Sort through the data and copy the lines holding the word "Victor".

▶ Collected data:
------------------------
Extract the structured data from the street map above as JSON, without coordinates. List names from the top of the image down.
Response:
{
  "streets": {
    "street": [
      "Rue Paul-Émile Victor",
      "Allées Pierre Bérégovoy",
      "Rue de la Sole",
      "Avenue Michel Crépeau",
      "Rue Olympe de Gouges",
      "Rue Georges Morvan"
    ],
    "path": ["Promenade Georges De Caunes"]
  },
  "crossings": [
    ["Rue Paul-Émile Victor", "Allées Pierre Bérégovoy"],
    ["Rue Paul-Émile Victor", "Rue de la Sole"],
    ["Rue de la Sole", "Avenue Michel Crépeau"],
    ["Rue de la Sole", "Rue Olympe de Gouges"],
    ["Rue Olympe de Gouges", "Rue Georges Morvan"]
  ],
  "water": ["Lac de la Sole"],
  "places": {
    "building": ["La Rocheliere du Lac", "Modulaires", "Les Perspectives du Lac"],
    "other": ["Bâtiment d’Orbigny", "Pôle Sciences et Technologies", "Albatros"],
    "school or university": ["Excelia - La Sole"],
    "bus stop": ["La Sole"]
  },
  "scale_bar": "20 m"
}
------------------------
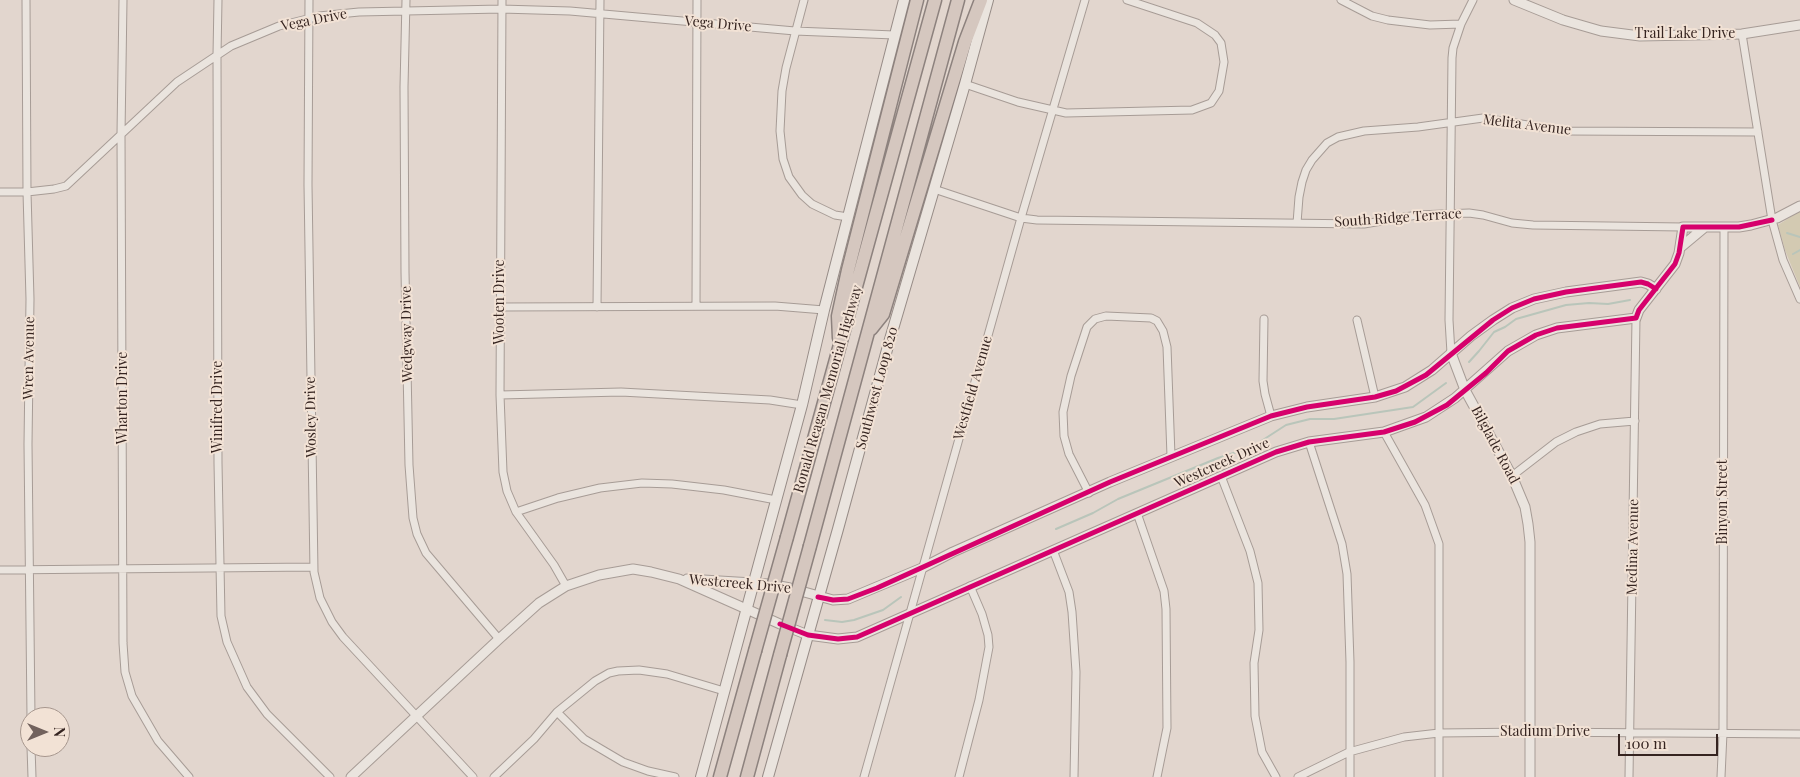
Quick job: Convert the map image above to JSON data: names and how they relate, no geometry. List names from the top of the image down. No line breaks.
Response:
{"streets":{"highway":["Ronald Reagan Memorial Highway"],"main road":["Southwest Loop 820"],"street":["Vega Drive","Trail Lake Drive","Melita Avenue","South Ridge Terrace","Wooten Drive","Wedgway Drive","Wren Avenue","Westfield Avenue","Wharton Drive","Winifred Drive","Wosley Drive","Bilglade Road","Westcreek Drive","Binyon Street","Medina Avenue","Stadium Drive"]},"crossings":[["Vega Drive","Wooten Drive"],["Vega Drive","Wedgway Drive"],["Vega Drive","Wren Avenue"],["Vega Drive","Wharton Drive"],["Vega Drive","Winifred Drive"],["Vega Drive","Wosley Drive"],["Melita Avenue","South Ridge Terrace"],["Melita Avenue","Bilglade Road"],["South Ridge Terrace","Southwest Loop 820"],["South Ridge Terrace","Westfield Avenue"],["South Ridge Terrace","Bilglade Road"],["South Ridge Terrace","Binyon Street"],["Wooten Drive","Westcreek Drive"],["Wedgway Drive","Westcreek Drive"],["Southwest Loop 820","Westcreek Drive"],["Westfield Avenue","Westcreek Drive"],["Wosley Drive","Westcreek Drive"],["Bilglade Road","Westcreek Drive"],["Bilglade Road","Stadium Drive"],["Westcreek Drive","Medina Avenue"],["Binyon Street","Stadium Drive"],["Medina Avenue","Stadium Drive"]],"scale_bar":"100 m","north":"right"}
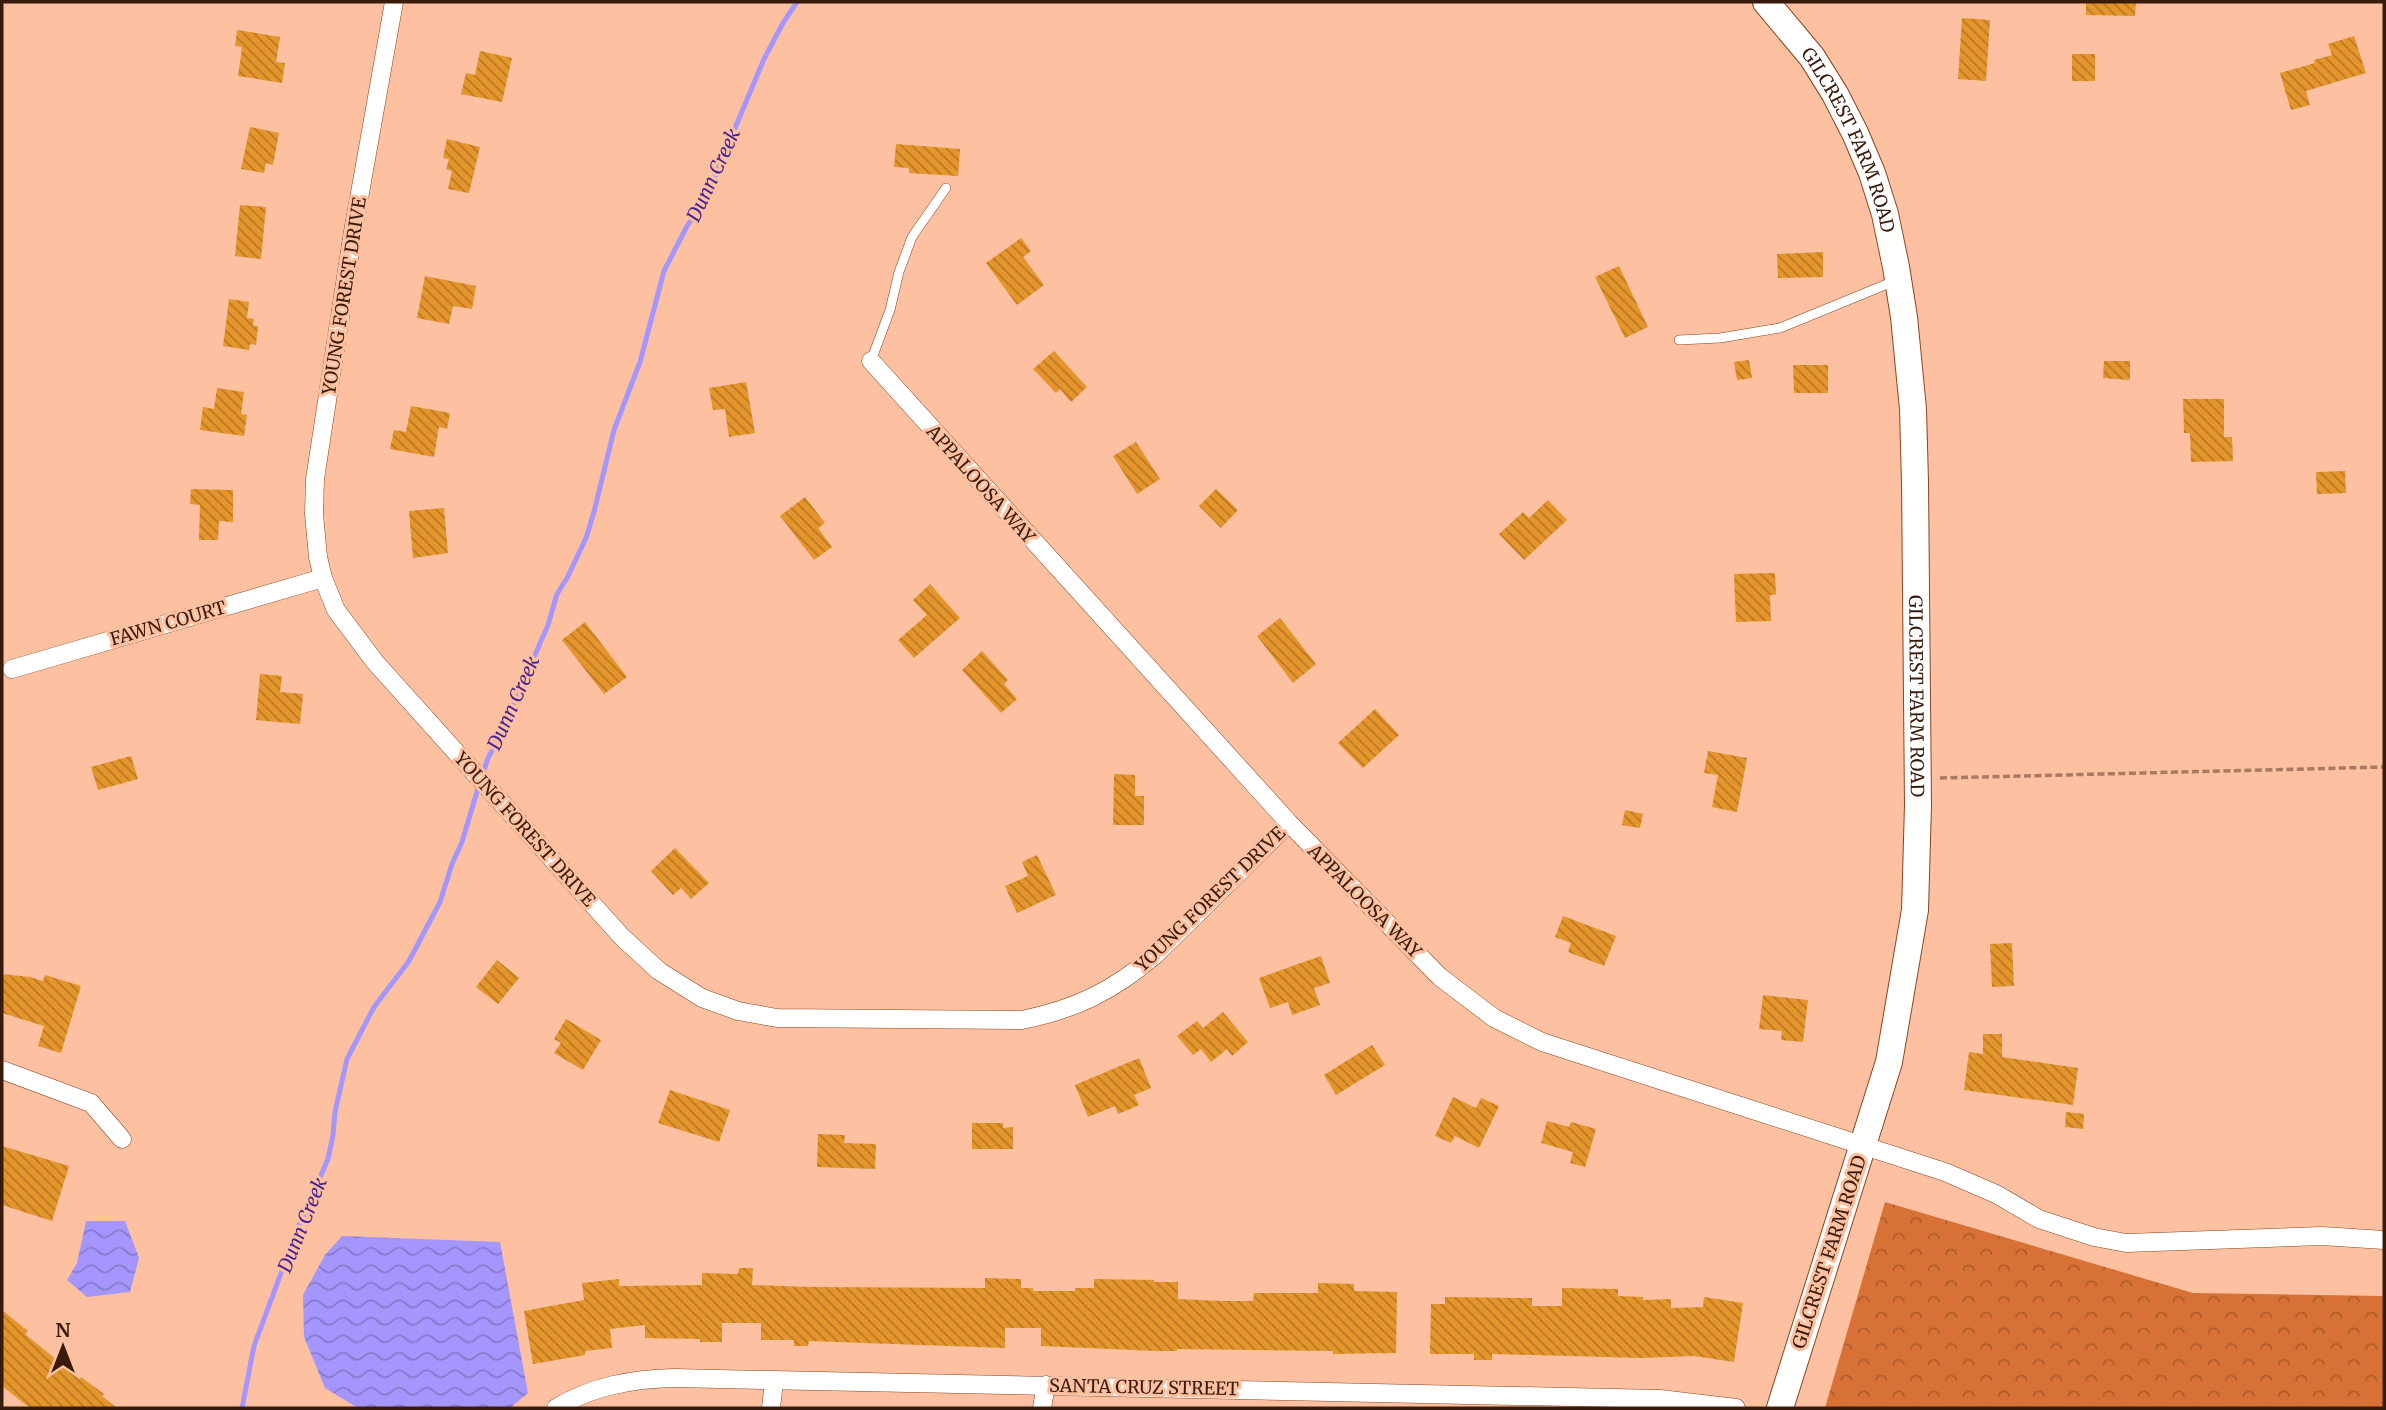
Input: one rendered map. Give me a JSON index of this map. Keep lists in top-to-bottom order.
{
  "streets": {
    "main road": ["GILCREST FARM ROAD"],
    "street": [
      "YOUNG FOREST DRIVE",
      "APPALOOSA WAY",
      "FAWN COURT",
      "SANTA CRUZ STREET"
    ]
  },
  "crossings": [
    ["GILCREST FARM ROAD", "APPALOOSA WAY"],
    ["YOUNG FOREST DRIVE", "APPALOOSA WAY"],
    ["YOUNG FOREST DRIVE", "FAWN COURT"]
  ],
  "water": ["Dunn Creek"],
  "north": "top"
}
------------------------
▶ Reply to the exercise:
      "Rue Paul-Émile Victor",
    ["Rue Paul-Émile Victor", "Allées Pierre Bérégovoy"],
    ["Rue Paul-Émile Victor", "Rue de la Sole"],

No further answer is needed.